**WHAT TO DO:** Go through the records and report each line holding the string "route".

**Collected data:**
◇ ◇ ◇ ◇ ◇ ◇ ◇

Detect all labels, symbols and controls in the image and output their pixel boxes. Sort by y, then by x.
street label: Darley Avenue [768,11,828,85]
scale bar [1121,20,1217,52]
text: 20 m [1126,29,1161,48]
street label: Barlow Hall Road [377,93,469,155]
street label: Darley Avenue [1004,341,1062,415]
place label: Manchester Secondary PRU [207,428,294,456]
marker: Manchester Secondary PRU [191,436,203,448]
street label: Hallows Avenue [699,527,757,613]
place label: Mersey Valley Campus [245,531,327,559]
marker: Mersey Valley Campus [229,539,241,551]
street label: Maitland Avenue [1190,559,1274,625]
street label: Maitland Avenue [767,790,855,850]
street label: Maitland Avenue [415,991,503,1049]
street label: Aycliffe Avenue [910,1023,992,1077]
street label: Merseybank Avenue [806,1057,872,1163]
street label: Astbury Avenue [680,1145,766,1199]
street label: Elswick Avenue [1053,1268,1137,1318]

◇ ◇ ◇ ◇ ◇ ◇ ◇

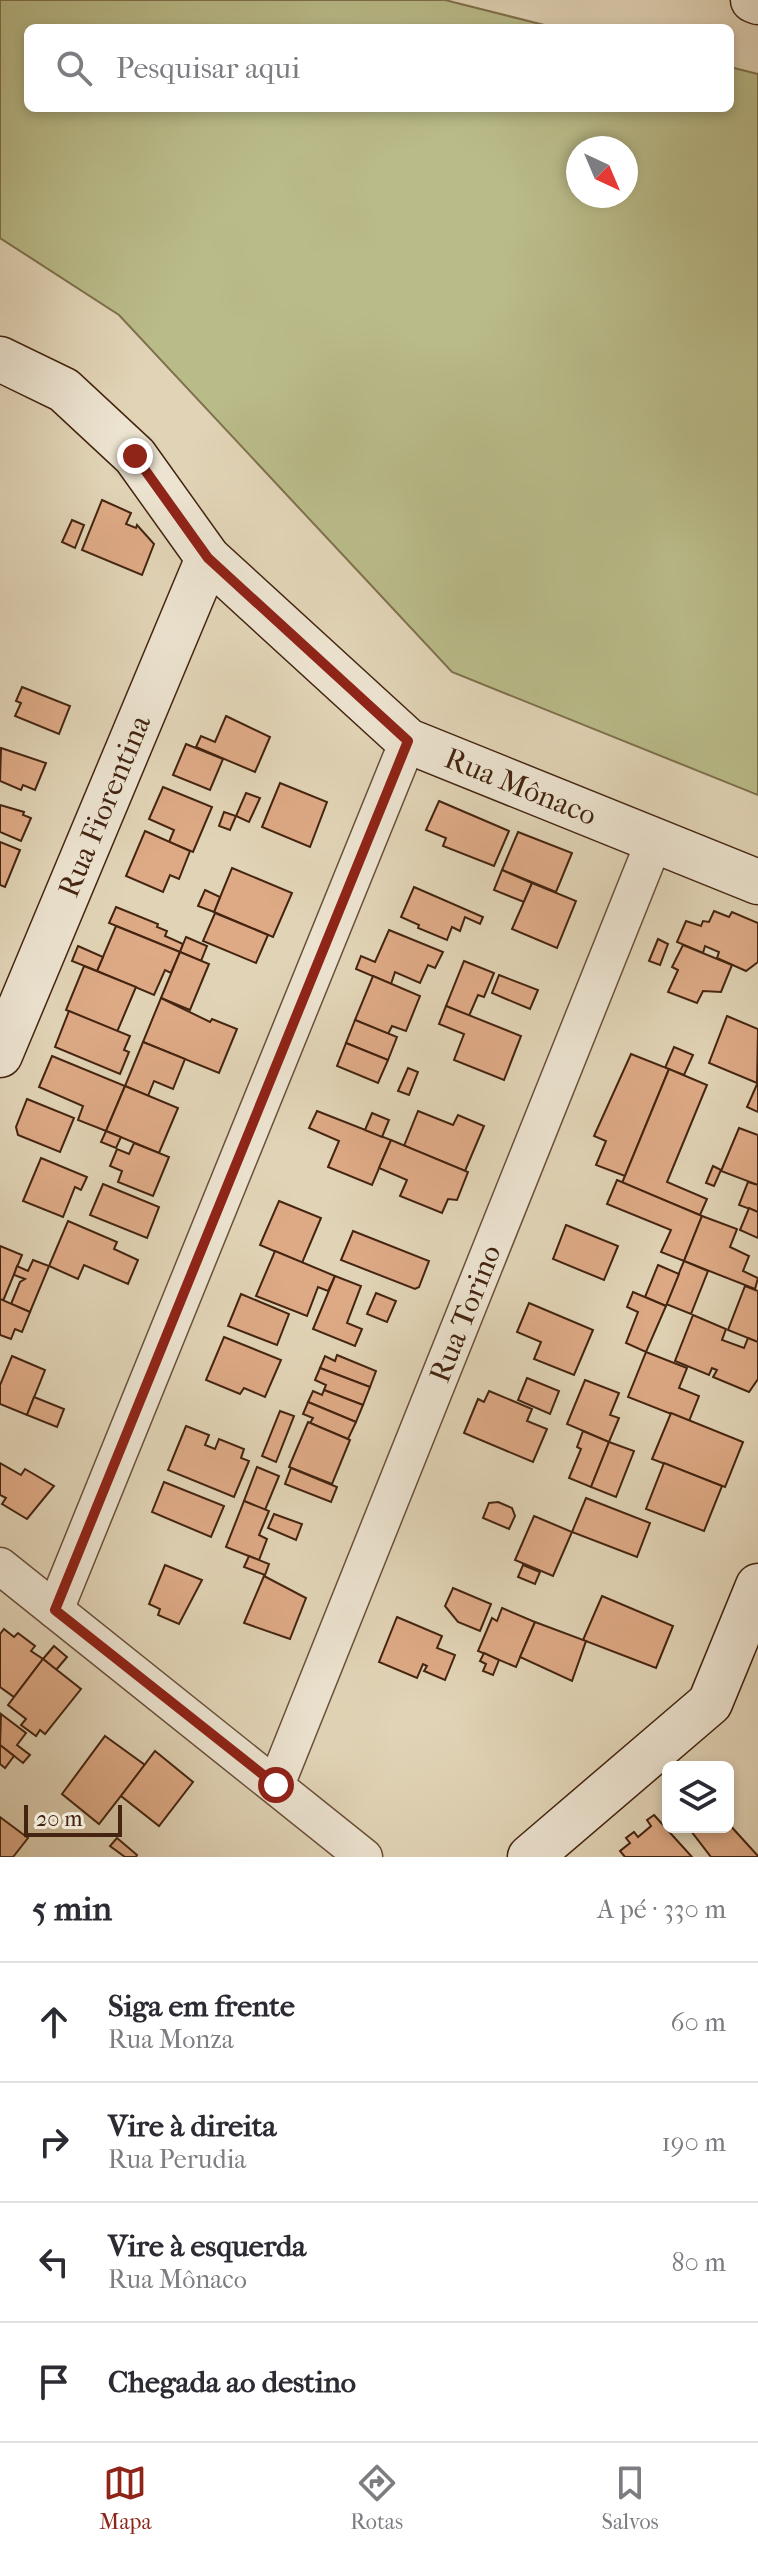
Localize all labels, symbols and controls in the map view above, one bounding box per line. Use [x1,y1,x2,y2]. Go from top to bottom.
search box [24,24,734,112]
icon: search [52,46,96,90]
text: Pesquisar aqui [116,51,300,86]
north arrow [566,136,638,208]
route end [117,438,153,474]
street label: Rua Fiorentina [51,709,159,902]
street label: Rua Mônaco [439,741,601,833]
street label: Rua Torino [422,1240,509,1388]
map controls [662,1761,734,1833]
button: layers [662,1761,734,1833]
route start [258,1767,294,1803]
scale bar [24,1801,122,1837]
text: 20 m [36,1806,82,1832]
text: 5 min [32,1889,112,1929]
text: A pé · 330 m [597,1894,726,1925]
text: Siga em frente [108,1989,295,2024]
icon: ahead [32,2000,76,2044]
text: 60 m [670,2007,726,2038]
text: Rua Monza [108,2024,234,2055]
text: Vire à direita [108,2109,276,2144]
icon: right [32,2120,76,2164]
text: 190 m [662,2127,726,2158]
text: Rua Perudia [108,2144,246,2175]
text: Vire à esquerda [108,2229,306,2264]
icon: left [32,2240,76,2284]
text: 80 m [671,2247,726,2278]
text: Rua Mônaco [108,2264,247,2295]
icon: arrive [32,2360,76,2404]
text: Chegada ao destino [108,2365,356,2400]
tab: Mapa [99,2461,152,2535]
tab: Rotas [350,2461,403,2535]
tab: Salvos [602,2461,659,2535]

◇ ◇ ◇ ◇ ◇ ◇ ◇

**SOLUTION:**
route end [117,438,153,474]
route start [258,1767,294,1803]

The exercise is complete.